Investigation of the therapeutic effects of medicinal leech treatment on lower extremity ischemia-reperfusion injury
Unal K, Samur B, Sharif A, Ibrahimkhanli L, Yumusak N (2026) · Journal of Complementary & Integrative Medicine · n=18
Study Profile
- Design
- experimental preclinical animal study with 18 Wistar Albino rats randomly assigned to three groups: Sham (n=6), Ischemia/Reperfusion (I/R, n=6), and Medical Leech Treatment (MLT, n=6); I/R induced via femoral artery atraumatic vascular clamp; MLT applied to the gastrocnemius muscle region post-I/R; outcomes evaluated by histopathological scoring (edema, degeneration, necrosis, inflammation) and serum/tissue biochemistry (Faculty of Medicine, Gazi University, Ankara, and Faculty of Veterinary Medicine, Harran University, Turkiye)
- Sample size (n)
- 18
- Intervention
- Medicinal leech therapy applied to the gastrocnemius muscle region of each rat following femoral artery ischemia/reperfusion induction; outcomes assessed via histopathological scoring and biochemical analysis of IL-6, SOD, CGRP, NO, TNF-alpha, HIF-1alpha, IMA, GPx, CAT, and EDN-1 in serum and tissue
- Comparator
- Within-study comparison of MLT arm against I/R-alone and Sham arms
- Primary endpoint
- Composite histopathological score (edema, degeneration, necrosis, inflammation) and panel of inflammatory and oxidative-stress biomarkers
- Primary result
- Histopathological scores for edema, degeneration, necrosis, and inflammation were significantly lower in the MLT arm compared to the I/R group (p<0.001); biochemical analysis of inflammatory cytokines, oxidative stress markers, and vasoactive mediators (IL-6, SOD, CGRP, NO, TNF-alpha, HIF-1alpha, IMA, GPx, CAT, EDN-1) showed no statistically significant differences across groups; despite biochemical findings, the histopathological signal was robust and suggestive of clinical therapeutic effect
- Follow-up duration
- acute postoperative observation with terminal histopathological and biochemical analysis
- PMID
- 41607083
Key Findings
- Significant histopathological protection (edema, degeneration, necrosis, inflammation; p<0.001) from medicinal leech therapy in a rat I/R model
- Provides preclinical signal for limb-ischemia and reperfusion-injury indications beyond microsurgical flap salvage
- Adds Gazi University (Ankara) preclinical research program to the leech-ischemia-protection literature
- Histopathological signal robust despite absence of significant biochemical differences in inflammatory/oxidative markers
- Translational rationale for further investigation of MLT in acute and chronic limb ischemia
Limitations
- Preclinical animal study only - no direct clinical translation
- Small sample size (n=6 per arm) limits statistical power
- Inconsistency between histopathological signal and biochemical findings — mechanism unclear
- Specific bioactive compounds responsible for protective effect not identified
- Single I/R model (femoral artery clamp) - generalizability to other ischemia models untested
Clinical Implications
Unal 2026 provides preclinical signal that medicinal leech therapy protects against histopathological lower-extremity ischemia/reperfusion injury in a rat femoral artery model.

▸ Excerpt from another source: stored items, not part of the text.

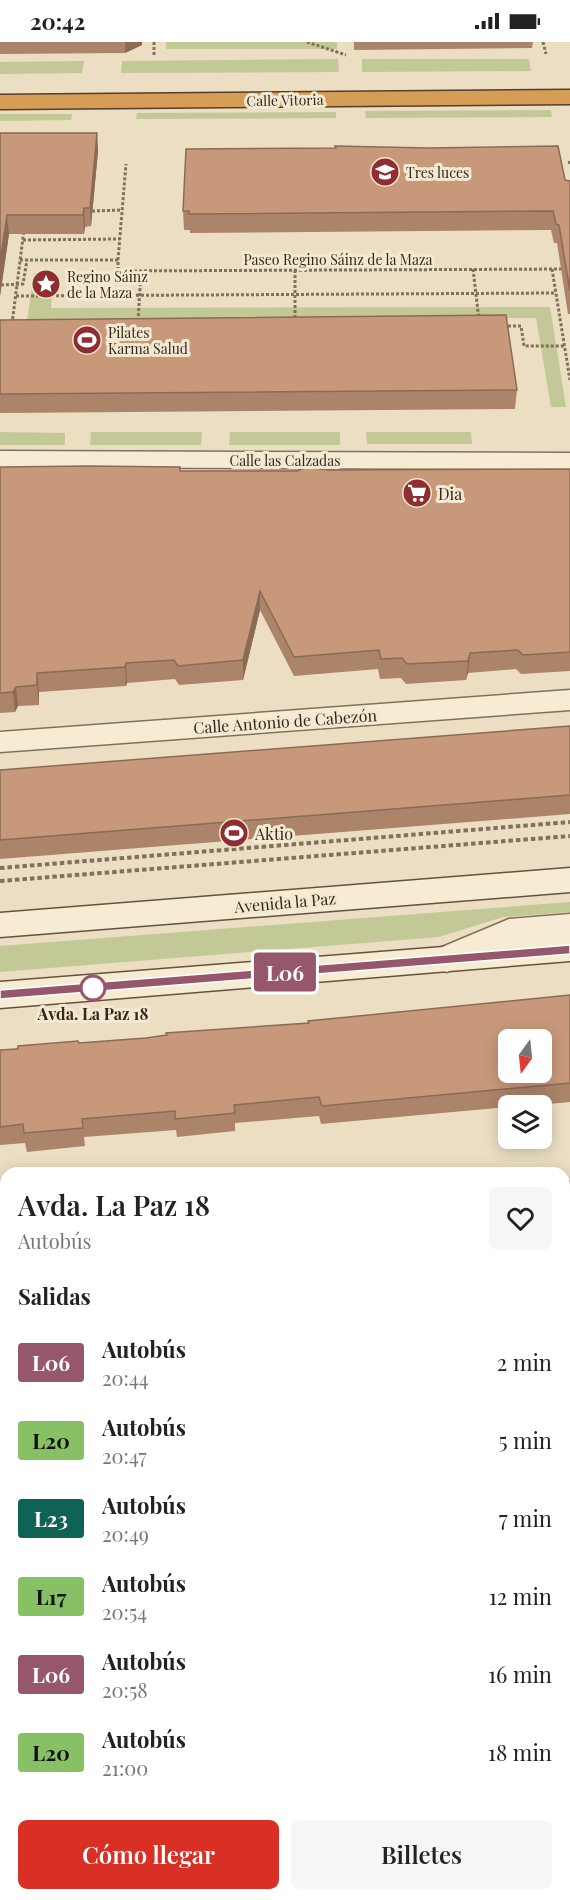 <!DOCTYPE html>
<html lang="es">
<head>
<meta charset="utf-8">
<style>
	:root { --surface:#fff; --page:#f6f6f6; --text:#222; --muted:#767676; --accent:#d93025 }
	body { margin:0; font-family:"Playfair Display",serif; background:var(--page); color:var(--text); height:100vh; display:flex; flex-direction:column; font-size:22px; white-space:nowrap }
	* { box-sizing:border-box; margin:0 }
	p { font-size:20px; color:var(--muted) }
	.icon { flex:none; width:33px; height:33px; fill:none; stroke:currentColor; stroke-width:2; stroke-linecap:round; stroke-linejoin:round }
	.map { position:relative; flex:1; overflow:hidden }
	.details { position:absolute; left:0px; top:1125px; width:570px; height:734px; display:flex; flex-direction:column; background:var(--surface); border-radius:18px 18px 0 0; box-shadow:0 3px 15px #0003 }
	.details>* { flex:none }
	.badge { padding:0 12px; border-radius:4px; font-size:21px; line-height:39px }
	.needle { width:39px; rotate:195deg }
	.tools { position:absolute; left:498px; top:987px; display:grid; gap:12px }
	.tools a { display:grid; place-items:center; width:54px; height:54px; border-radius:9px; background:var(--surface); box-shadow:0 3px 15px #0003; font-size:30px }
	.map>.badge { position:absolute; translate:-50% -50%; box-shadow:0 0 0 3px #fff }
	h2 { padding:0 18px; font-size:22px; line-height:54px }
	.round { display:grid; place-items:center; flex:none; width:63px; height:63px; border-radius:9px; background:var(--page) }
	.headline { display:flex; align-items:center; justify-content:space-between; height:102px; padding:0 18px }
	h1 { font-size:28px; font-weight:600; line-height:45px }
	.cta { display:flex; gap:12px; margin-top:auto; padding:12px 18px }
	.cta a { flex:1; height:69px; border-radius:9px; background:var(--accent); color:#fff; font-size:24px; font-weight:600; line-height:69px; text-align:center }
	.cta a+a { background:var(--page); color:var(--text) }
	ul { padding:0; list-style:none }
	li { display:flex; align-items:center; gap:18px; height:78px; padding:0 18px }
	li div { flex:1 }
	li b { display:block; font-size:22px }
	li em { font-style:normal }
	li .badge { min-width:66px; font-weight:700; text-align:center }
	.status { display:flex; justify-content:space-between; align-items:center; height:42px; padding:0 30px; background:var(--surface); direction:ltr }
	.status svg { height:16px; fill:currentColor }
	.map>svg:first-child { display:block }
</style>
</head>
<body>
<div class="status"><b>20:42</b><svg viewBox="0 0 49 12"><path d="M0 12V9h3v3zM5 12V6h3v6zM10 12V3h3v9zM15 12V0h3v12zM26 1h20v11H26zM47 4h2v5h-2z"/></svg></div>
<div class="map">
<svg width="570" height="1858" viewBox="0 0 570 1858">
	<rect width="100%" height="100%" fill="#ebdec2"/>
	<g fill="#c3c897">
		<rect x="166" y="0" width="171" height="7"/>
		<polygon points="338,17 339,30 121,31 122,19"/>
		<polygon points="362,17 529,17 531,29 362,30"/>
		<polygon points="84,19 82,31 0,32 0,20"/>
		<polygon points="551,68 552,75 366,76 365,69"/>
		<polygon points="336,70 336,76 136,77 137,71"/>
		<polygon points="0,72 72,72 71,78 0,79"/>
		<polygon points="34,231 54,231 51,266 550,265 566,365 551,365 536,276 27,278"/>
		<polygon points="0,390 65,391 65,403 0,403"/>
		<polygon points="91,390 202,390 201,403 90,403"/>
		<polygon points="230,390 340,390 340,403 229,403"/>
		<polygon points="366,390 471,390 472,402 367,402"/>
		<polygon points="570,860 570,870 503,875 439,895 0,930 0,904"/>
		<polygon points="0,1327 6,1327 6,1424 0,1417"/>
	</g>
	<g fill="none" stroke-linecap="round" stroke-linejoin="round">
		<g stroke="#83705a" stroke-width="2">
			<polygon id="lane" points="6,1713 6,1739 0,1742 0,1716"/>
		</g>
		<g stroke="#83705a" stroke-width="3">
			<g id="street">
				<polygon points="0,409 570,411 570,427 0,425"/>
				<polygon points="570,648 570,668 0,710 0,690"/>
				<polygon points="570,872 570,896 513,901 447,930 435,926 431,917 435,908 509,877"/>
			</g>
		</g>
		<g stroke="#65513e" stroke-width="3">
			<g id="secondary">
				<polygon points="570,826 570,850 0,895 0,871"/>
				<polygon points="570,895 570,919 0,966 0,940"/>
			</g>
		</g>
		<g stroke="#513e2e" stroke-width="3">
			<polygon id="highway" points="570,48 570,62 0,67 0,53"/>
		</g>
		<g stroke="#83705a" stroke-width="3" stroke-dasharray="3 2" stroke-linecap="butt">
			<polyline points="154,0 154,14"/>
			<polyline points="307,0 346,13"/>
			<polyline points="543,0 546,12"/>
			<polyline points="569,119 570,122"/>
			<polyline points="92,169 122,168"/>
			<polyline points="23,198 120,197"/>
			<polyline points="20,218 118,218 118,229 570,227"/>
			<polyline points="118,218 126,122"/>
			<polyline points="473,227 479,278"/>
			<polyline points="552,227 570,338"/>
			<polyline points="295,228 295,278"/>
			<polyline points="1,243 23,242 27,218"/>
			<polyline points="16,254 556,251"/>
			<polyline points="138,279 141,229"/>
			<polyline points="12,282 24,188"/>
			<polyline points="503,284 521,284 524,304 564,304"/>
		</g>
		<g stroke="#83705a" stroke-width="4" stroke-dasharray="4.5 3" stroke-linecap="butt">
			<polyline points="0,826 570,780"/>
			<polyline points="0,839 570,794"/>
		</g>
		<g stroke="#83705a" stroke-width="4.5" stroke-dasharray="5 4" stroke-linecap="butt">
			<polyline points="564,1254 570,1254"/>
			<polyline points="0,1310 6,1309"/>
			<polyline points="0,1578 6,1573"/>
			<polyline points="564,1691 570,1689"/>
			<polyline points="0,1837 6,1834"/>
		</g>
		<use href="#lane" fill="#f6ecd4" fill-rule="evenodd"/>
		<use href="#street" fill="#f6ecd4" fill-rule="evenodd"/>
		<use href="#secondary" fill="#f6ecd4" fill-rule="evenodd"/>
		<use href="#highway" fill="#d69d57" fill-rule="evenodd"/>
	</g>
	<g fill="#ab8469">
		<polygon points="0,0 142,0 142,3 125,11 0,12"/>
		<polygon points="354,0 533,0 532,6 354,8"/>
		<polygon points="0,91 97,91 98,109 91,184 85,185 84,192 9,192 0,254"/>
		<polygon points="565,138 570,139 570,272 568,272 557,201 554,201 551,188 190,191 190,188 184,188 183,169"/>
		<polygon points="0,278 517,348 515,367 0,371"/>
		<polygon points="0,425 180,425 180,429 570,427 570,629 521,632 516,627 468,631 466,638 406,642 401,636 380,637 378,627 294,634 260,568 243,638 179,643 175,637 127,641 126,644 39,650 39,663 18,664 15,670 0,671"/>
		<polygon points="570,684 570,772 0,817 0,728"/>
		<polygon points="570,953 570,1060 528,1064 508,1064 508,1065 321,1082 319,1074 235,1081 235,1089 177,1095 176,1088 84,1095 85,1104 27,1110 25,1101 0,1103 0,1008 79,1001 146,996 308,981"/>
		<polygon points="564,1139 570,1139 570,1227 564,1228"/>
		<polygon points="6,1179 6,1284 0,1285 0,1180"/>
	</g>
	<g fill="#8b6b55">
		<polygon points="125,0 142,0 142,3 125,11"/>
		<polygon points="97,91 98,109 91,184 90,166"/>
		<polygon points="84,166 85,185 84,192 83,173"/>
		<polygon points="7,173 9,192 0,254 0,220"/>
		<polygon points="260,549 260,568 243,638 243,618"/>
		<polygon points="470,611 468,631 466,638 468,619"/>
		<polygon points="126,621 127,641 126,644 125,625"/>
		<polygon points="37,631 39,650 39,663 37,643"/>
		<polygon points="16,645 18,664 15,670 13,650"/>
	</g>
	<g fill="#c7997a" stroke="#8b6b55" stroke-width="1.5" fill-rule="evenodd">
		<polygon points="0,91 97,91 90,166 84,166 83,173 7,173 0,220"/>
		<polygon points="335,104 428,106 558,104 565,138 570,139 570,249 559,183 556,182 553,169 189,172 189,169 183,169 186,107 336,106"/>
		<polygon points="506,273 517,348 0,352 0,278"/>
		<polygon points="88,424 180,425 180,429 297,429 307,425 329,428 570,427 570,610 523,613 518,608 470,611 468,619 407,622 402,616 381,617 379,608 294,615 260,549 243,618 178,624 174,618 126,621 125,625 37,631 37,643 16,645 13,650 0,651 0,425"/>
		<polygon points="570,684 570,753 0,798 0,728"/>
		<path d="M570,953V1041L322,1064L319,1055L234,1063L235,1071L175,1077V1069L82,1077L83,1086L24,1091L23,1082L0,1085V1008L18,1007V1004L78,999L79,1001L146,996L167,993L166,991L309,981L308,979ZM508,998H542V1030H508Z"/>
		<polygon points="564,1139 570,1139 570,1210 564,1211"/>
		<polygon points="6,1179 6,1267 0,1267 0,1180"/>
	</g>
	<polygon fill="#96576d" stroke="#fff" stroke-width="1.5" points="570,903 570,912 0,957 0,948"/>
	<defs>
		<g id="school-disc" transform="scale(1.5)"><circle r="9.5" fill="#8e2e30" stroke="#f3e9d1"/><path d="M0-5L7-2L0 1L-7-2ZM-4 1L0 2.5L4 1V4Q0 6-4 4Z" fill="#fff"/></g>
		<g id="sight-disc" transform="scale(1.5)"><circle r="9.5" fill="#8e2e30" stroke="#f3e9d1"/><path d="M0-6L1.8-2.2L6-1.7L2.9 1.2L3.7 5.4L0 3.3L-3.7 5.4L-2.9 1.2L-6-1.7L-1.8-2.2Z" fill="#fff"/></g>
		<g id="stadium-disc" transform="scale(1.5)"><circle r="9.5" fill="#8e2e30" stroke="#f3e9d1"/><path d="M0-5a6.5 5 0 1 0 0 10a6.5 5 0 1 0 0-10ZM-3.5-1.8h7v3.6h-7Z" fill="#fff"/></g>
		<g id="supermarket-disc" transform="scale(1.5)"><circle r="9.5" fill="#8e2e30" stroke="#f3e9d1"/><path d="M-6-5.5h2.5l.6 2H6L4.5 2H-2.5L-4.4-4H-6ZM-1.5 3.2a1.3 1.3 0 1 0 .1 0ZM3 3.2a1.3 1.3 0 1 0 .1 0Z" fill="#fff"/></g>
	</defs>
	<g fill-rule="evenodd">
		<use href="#school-disc" x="385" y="130"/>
		<use href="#sight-disc" x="46" y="242"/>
		<use href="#stadium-disc" x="87" y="298"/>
		<use href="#supermarket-disc" x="417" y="451"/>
		<use href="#stadium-disc" x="234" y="791"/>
	</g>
	<circle fill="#fff" stroke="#96576d" stroke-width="3" cx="93" cy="946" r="12"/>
	<g text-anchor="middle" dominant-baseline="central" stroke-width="6" stroke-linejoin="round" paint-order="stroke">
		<g font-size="14" fill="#34281e" stroke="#f3e9d1">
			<text transform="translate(285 58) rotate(-1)">Calle Vitoria</text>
			<text x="338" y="217">Paseo Regino Sáinz de la Maza</text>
			<text x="285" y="418">Calle las Calzadas</text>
		</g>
		<g font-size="14" fill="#34281e" stroke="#f3e9d1" text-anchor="start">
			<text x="406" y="130">Tres luces</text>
			<text x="67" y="234">Regino Sáinz<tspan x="67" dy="16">de la Maza</tspan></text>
			<text x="108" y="290">Pilates<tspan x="108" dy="16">Karma Salud</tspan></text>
		</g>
		<g font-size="16" fill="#34281e" stroke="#f3e9d1" text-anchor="start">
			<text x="438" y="451">Dia</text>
			<text x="255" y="791">Aktio</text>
		</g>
		<g font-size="16" fill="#34281e" stroke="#f3e9d1">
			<text transform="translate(285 679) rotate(-4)">Calle Antonio de Cabezón</text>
			<text transform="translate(285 860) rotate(-5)">Avenida la Paz</text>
		</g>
		<g font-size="16" font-weight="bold" fill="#34281e" stroke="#f3e9d1">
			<text x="93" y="971">Avda. La Paz 18</text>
		</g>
	</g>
</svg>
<div class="tools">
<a><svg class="needle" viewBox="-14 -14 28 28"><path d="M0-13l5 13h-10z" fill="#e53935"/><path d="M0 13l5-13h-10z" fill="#767676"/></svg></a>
<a><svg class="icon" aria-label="layers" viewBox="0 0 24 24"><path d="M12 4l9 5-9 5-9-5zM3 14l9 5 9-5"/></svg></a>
</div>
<b class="badge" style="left:285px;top:930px;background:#96576d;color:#fff">L06</b>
<section class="details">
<div class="headline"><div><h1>Avda. La Paz 18</h1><p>Autobús</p></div><a class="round"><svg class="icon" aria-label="heart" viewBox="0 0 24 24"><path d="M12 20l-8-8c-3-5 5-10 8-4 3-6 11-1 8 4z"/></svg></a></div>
<h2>Salidas</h2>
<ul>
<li><span class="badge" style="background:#96576d;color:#fff">L06</span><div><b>Autobús</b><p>20:44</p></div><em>2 min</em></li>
<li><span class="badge" style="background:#87c065;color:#111">L20</span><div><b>Autobús</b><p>20:47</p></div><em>5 min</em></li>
<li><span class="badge" style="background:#0e6355;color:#fff">L23</span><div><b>Autobús</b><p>20:49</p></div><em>7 min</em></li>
<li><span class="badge" style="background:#87c065;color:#111">L17</span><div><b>Autobús</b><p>20:54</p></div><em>12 min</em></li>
<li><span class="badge" style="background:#96576d;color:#fff">L06</span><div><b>Autobús</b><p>20:58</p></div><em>16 min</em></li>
<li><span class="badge" style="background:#87c065;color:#111">L20</span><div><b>Autobús</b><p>21:00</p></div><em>18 min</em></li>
</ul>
<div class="cta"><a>Cómo llegar</a><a>Billetes</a></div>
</section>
</div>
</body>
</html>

For US clinicians, the trial does not change current clinical practice but adds to the growing preclinical literature supporting investigation of MLT for limb-ischemia indications (acute limb ischemia, reperfusion injury, chronic critical limb ischemia). The biochemical mechanism remains unclear and substantial mechanism work and clinical translation would be required. The trial is included to document the active preclinical translational research program and is hypothesis-generating only.